For quantitative paper-related factors in negative binomial regression, we see that coefficient of page count increases (from 0.41 to 0.71) when moving from individual to complete model. This is in line with the fact that negative effect of shorter paper types Editorial and Other decreases in the complete model. The page count coefficient also increases in quantile regression from (1.38 to 2.29). The coefficient of Price index decreases slightly both in negative binomial (from 1.11 to 0.92) and quantile regression (from 5.06 to 4.47) when moving from individual to complete model. Same is true for the number of references in the paper in negative binomial (from 0.017 to 0.012) and quantile (from 0.14 to 0.10) regression models. The title length was only part of negative binomial regression and we find that its negative impact decreases (from -0.026 to -0.015) but is still highly significant.
Example.Finally, as an illustrative example, we present the expected number of citations with the complete models of negative binomial and quantile regression. We set the dummy variables as follows, the type of the publication is set to Article and journal is set to JSS as those two groups are the largest in our dataset. We fix other factors to their median values that along with 5, 25, 75, and 95 percentiles are shown in Table 22, e.g. median for age is 14 in the complete model data.

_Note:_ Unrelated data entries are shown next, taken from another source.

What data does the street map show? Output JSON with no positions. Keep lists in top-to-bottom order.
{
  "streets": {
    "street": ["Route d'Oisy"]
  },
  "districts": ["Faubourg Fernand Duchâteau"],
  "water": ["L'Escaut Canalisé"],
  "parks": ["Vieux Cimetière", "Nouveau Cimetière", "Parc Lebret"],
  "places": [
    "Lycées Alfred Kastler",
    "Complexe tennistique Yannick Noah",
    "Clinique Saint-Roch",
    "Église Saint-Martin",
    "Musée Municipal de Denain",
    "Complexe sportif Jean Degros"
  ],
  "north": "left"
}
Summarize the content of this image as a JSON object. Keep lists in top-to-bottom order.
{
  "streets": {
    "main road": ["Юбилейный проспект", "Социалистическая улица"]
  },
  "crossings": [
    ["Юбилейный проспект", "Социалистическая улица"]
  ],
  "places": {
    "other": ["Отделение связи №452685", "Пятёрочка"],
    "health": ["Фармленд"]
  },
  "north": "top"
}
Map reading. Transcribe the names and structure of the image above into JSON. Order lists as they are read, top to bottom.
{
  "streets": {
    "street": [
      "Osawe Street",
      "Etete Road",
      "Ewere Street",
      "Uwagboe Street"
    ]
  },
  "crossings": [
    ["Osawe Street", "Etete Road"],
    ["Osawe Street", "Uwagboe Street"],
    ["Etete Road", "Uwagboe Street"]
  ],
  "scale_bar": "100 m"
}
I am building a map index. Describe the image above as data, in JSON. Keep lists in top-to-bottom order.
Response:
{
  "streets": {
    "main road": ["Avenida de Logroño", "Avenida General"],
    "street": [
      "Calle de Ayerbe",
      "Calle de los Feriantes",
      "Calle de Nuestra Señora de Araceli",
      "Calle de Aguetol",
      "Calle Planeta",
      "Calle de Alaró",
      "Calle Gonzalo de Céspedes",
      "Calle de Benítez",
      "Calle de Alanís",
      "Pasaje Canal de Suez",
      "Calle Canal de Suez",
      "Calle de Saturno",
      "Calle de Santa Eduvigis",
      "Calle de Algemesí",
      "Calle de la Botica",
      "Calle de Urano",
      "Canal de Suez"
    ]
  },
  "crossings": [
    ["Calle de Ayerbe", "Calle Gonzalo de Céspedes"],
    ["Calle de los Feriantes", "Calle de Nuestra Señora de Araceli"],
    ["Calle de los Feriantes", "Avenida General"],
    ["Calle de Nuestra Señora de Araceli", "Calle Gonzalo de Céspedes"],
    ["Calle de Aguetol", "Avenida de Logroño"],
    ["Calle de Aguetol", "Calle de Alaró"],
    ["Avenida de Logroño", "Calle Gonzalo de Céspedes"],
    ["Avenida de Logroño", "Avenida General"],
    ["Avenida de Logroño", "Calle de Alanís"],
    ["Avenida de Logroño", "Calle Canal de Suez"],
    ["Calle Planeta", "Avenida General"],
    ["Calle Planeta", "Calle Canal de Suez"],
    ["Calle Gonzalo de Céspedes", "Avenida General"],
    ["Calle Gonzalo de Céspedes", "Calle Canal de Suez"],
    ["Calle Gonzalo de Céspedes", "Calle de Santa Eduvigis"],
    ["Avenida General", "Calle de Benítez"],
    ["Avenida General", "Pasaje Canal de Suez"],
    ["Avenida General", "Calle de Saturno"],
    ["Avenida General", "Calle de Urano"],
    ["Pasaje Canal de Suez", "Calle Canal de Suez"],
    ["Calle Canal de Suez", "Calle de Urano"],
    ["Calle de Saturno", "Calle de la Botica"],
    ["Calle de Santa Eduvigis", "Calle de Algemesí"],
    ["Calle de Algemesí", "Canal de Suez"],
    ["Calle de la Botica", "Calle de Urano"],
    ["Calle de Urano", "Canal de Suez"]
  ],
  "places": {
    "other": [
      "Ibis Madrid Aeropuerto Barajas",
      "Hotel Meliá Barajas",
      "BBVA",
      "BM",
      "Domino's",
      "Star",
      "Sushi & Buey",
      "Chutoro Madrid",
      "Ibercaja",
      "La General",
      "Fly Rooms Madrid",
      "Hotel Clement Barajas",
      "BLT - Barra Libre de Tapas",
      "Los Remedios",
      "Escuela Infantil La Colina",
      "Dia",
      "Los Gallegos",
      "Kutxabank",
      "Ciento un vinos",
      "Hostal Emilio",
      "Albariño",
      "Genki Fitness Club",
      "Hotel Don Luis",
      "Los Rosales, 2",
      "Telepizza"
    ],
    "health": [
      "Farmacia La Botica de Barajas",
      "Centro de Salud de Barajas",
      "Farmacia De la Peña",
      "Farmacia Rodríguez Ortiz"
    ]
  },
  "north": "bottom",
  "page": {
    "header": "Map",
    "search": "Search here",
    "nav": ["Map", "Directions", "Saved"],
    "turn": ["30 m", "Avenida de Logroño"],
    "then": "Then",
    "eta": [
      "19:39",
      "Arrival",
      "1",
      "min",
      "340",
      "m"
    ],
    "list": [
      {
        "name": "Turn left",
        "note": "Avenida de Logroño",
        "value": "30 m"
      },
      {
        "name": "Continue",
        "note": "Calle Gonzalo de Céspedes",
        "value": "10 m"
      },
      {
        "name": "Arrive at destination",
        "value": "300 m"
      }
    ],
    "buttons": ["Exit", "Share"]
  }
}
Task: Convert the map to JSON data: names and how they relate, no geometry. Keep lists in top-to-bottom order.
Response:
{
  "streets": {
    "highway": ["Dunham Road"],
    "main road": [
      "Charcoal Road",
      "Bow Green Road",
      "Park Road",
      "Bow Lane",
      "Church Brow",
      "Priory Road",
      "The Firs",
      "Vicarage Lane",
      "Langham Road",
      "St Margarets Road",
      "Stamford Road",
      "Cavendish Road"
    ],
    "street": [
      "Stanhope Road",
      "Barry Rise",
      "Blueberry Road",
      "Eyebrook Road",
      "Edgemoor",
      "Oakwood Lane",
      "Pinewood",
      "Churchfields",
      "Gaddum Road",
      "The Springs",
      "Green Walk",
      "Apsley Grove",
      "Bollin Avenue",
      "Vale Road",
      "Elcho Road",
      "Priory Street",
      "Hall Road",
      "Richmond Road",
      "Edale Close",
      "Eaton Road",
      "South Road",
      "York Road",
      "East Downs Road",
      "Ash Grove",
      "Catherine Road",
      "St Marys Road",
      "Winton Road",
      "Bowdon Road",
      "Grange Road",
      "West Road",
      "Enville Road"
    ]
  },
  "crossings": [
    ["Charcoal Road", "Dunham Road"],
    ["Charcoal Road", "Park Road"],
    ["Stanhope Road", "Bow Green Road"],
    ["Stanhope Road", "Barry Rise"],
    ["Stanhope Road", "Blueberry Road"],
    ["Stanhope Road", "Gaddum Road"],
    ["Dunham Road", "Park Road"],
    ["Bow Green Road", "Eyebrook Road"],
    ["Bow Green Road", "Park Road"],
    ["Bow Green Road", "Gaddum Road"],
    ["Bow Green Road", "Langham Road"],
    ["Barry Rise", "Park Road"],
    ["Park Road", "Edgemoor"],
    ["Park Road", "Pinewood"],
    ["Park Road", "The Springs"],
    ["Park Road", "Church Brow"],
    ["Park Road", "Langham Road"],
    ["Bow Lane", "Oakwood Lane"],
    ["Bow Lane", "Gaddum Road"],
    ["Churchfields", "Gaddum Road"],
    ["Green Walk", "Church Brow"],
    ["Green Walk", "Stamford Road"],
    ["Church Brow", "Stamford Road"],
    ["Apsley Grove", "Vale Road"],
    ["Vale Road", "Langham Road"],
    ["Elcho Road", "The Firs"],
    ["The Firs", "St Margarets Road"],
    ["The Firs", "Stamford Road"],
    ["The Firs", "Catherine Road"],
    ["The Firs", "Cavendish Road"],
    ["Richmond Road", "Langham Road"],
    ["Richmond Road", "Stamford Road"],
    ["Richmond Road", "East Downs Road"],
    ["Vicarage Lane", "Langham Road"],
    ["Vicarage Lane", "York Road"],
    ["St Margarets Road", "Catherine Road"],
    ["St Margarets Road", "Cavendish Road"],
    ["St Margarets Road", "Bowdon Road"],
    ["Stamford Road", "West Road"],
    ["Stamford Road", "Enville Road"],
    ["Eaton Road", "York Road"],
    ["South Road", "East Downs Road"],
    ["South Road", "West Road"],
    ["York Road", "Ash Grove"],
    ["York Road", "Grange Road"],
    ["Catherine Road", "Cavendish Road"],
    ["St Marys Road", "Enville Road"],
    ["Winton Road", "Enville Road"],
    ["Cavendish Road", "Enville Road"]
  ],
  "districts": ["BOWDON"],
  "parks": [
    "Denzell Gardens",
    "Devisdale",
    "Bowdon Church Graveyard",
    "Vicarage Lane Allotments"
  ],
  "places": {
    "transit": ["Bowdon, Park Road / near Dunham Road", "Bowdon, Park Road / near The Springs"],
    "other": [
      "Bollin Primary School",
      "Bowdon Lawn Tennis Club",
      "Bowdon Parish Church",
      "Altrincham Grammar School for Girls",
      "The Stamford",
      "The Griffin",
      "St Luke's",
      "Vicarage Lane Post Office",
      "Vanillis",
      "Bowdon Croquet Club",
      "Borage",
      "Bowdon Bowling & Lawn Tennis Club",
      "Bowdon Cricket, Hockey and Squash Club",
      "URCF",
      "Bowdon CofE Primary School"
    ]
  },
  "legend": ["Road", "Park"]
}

Table 20 show the expected mean citation of a paper when factors are between 5 and 95 percentile.
For example, when the paper-age factor is in 5 percentile we expect 2.21 citations when other factors are fixed to their medians and dichotomous factor Paper type is Article and Journal is JSS. Table 21 shows the expected median citations with Quantile regression. From 22, we can see that 5 percentile of age means two or that 95 percentile of past citations means 2,477.4.
We see that author, affiliation and country have quite limited effect due to their limited range between 5 to 95 percentile 1-5, 1-3, and 1-2 respectively. On the other hand, we can see how the past citation count increases excepted citations from 12.96 to 39.21 when moving from 5 percentile to 95 percentile in negative binomial regression. Other factors whose 5 to 95 percentile change impact to the expected mean citation is more than 10 citations in negative binomial regression are the past articles, page count, Price index, and the number of references. Finally, we should mention that Tables 20 and 21 contain situations that are unreal. For example, 5 percentile of the past papers means that the team has previously published 0 papers. Yet, as the other factors are fixed to their median, this means that this same author team would have 124 past citations. Obviously having past citations without past articles is not possible. So, these tables should be looked with caution and they are presented only as examples of the practical impact of our factors to the expected number of citations.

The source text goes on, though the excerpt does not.